== Exercise data ==
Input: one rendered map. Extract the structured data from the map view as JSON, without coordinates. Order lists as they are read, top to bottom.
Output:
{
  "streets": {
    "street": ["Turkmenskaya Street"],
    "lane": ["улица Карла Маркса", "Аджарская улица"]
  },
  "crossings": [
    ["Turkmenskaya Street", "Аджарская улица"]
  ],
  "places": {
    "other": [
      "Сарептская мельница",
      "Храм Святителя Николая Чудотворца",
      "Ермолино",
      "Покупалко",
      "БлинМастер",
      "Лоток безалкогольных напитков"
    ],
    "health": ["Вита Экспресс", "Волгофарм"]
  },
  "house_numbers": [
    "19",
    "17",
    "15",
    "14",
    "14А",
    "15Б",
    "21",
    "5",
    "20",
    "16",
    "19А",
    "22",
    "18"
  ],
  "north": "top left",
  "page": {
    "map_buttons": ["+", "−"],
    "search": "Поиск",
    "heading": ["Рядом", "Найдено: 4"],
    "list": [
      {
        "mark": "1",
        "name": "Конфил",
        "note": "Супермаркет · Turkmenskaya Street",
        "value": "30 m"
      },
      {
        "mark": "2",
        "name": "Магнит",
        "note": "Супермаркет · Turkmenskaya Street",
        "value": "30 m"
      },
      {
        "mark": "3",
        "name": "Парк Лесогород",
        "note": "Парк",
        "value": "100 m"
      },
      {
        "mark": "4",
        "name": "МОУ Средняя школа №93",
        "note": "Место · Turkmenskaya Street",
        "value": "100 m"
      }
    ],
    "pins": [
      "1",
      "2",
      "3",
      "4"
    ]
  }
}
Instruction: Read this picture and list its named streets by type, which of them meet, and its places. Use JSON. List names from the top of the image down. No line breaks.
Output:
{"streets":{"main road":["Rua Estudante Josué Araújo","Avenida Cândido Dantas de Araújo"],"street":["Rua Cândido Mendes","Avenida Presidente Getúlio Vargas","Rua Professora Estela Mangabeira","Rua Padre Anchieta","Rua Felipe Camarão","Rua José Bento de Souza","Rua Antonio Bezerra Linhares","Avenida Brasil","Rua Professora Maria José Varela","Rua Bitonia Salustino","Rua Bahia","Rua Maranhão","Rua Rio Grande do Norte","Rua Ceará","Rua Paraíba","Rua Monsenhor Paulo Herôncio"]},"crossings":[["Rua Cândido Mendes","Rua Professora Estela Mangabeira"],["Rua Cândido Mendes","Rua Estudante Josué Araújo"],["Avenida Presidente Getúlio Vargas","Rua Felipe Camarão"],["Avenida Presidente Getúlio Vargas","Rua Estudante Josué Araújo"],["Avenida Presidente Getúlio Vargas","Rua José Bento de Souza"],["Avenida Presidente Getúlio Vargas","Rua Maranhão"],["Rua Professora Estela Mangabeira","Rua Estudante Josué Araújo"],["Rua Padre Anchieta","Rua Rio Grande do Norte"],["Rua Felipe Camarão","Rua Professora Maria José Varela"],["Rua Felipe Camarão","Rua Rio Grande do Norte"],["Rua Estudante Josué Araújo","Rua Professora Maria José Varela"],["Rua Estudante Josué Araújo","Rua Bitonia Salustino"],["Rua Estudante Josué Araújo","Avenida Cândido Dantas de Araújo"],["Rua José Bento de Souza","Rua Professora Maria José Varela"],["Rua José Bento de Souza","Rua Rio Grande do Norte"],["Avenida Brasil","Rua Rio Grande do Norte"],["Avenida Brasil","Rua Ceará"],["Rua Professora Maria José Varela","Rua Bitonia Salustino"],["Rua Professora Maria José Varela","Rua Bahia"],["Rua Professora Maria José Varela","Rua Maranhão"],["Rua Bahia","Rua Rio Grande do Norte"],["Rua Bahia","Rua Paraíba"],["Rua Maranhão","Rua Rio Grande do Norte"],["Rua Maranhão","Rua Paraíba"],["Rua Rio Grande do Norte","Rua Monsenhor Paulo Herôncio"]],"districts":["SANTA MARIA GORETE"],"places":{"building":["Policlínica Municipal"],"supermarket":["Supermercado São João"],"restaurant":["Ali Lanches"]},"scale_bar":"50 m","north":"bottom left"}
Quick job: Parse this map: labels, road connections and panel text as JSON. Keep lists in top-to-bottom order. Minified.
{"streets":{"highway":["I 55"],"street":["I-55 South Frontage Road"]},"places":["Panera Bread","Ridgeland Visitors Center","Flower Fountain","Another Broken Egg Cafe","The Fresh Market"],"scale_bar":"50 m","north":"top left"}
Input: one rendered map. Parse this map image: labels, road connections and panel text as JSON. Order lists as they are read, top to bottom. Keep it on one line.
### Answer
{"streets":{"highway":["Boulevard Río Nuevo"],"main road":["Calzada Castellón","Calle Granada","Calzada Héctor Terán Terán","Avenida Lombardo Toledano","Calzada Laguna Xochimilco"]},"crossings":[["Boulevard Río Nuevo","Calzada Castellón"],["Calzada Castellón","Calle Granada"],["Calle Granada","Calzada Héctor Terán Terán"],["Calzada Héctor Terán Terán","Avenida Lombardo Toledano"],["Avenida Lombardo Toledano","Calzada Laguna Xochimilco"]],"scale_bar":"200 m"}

== Exercise ==
Given the listing above, print all of it word for word.

== Result for this exercise ==
Input: one rendered map. Extract the structured data from the map view as JSON, without coordinates. Order lists as they are read, top to bottom.
Output:
{
  "streets": {
    "street": ["Turkmenskaya Street"],
    "lane": ["улица Карла Маркса", "Аджарская улица"]
  },
  "crossings": [
    ["Turkmenskaya Street", "Аджарская улица"]
  ],
  "places": {
    "other": [
      "Сарептская мельница",
      "Храм Святителя Николая Чудотворца",
      "Ермолино",
      "Покупалко",
      "БлинМастер",
      "Лоток безалкогольных напитков"
    ],
    "health": ["Вита Экспресс", "Волгофарм"]
  },
  "house_numbers": [
    "19",
    "17",
    "15",
    "14",
    "14А",
    "15Б",
    "21",
    "5",
    "20",
    "16",
    "19А",
    "22",
    "18"
  ],
  "north": "top left",
  "page": {
    "map_buttons": ["+", "−"],
    "search": "Поиск",
    "heading": ["Рядом", "Найдено: 4"],
    "list": [
      {
        "mark": "1",
        "name": "Конфил",
        "note": "Супермаркет · Turkmenskaya Street",
        "value": "30 m"
      },
      {
        "mark": "2",
        "name": "Магнит",
        "note": "Супермаркет · Turkmenskaya Street",
        "value": "30 m"
      },
      {
        "mark": "3",
        "name": "Парк Лесогород",
        "note": "Парк",
        "value": "100 m"
      },
      {
        "mark": "4",
        "name": "МОУ Средняя школа №93",
        "note": "Место · Turkmenskaya Street",
        "value": "100 m"
      }
    ],
    "pins": [
      "1",
      "2",
      "3",
      "4"
    ]
  }
}
Instruction: Read this picture and list its named streets by type, which of them meet, and its places. Use JSON. List names from the top of the image down. No line breaks.
Output:
{"streets":{"main road":["Rua Estudante Josué Araújo","Avenida Cândido Dantas de Araújo"],"street":["Rua Cândido Mendes","Avenida Presidente Getúlio Vargas","Rua Professora Estela Mangabeira","Rua Padre Anchieta","Rua Felipe Camarão","Rua José Bento de Souza","Rua Antonio Bezerra Linhares","Avenida Brasil","Rua Professora Maria José Varela","Rua Bitonia Salustino","Rua Bahia","Rua Maranhão","Rua Rio Grande do Norte","Rua Ceará","Rua Paraíba","Rua Monsenhor Paulo Herôncio"]},"crossings":[["Rua Cândido Mendes","Rua Professora Estela Mangabeira"],["Rua Cândido Mendes","Rua Estudante Josué Araújo"],["Avenida Presidente Getúlio Vargas","Rua Felipe Camarão"],["Avenida Presidente Getúlio Vargas","Rua Estudante Josué Araújo"],["Avenida Presidente Getúlio Vargas","Rua José Bento de Souza"],["Avenida Presidente Getúlio Vargas","Rua Maranhão"],["Rua Professora Estela Mangabeira","Rua Estudante Josué Araújo"],["Rua Padre Anchieta","Rua Rio Grande do Norte"],["Rua Felipe Camarão","Rua Professora Maria José Varela"],["Rua Felipe Camarão","Rua Rio Grande do Norte"],["Rua Estudante Josué Araújo","Rua Professora Maria José Varela"],["Rua Estudante Josué Araújo","Rua Bitonia Salustino"],["Rua Estudante Josué Araújo","Avenida Cândido Dantas de Araújo"],["Rua José Bento de Souza","Rua Professora Maria José Varela"],["Rua José Bento de Souza","Rua Rio Grande do Norte"],["Avenida Brasil","Rua Rio Grande do Norte"],["Avenida Brasil","Rua Ceará"],["Rua Professora Maria José Varela","Rua Bitonia Salustino"],["Rua Professora Maria José Varela","Rua Bahia"],["Rua Professora Maria José Varela","Rua Maranhão"],["Rua Bahia","Rua Rio Grande do Norte"],["Rua Bahia","Rua Paraíba"],["Rua Maranhão","Rua Rio Grande do Norte"],["Rua Maranhão","Rua Paraíba"],["Rua Rio Grande do Norte","Rua Monsenhor Paulo Herôncio"]],"districts":["SANTA MARIA GORETE"],"places":{"building":["Policlínica Municipal"],"supermarket":["Supermercado São João"],"restaurant":["Ali Lanches"]},"scale_bar":"50 m","north":"bottom left"}
Quick job: Parse this map: labels, road connections and panel text as JSON. Keep lists in top-to-bottom order. Minified.
{"streets":{"highway":["I 55"],"street":["I-55 South Frontage Road"]},"places":["Panera Bread","Ridgeland Visitors Center","Flower Fountain","Another Broken Egg Cafe","The Fresh Market"],"scale_bar":"50 m","north":"top left"}
Input: one rendered map. Parse this map image: labels, road connections and panel text as JSON. Order lists as they are read, top to bottom. Keep it on one line.
### Answer
{"streets":{"highway":["Boulevard Río Nuevo"],"main road":["Calzada Castellón","Calle Granada","Calzada Héctor Terán Terán","Avenida Lombardo Toledano","Calzada Laguna Xochimilco"]},"crossings":[["Boulevard Río Nuevo","Calzada Castellón"],["Calzada Castellón","Calle Granada"],["Calle Granada","Calzada Héctor Terán Terán"],["Calzada Héctor Terán Terán","Avenida Lombardo Toledano"],["Avenida Lombardo Toledano","Calzada Laguna Xochimilco"]],"scale_bar":"200 m"}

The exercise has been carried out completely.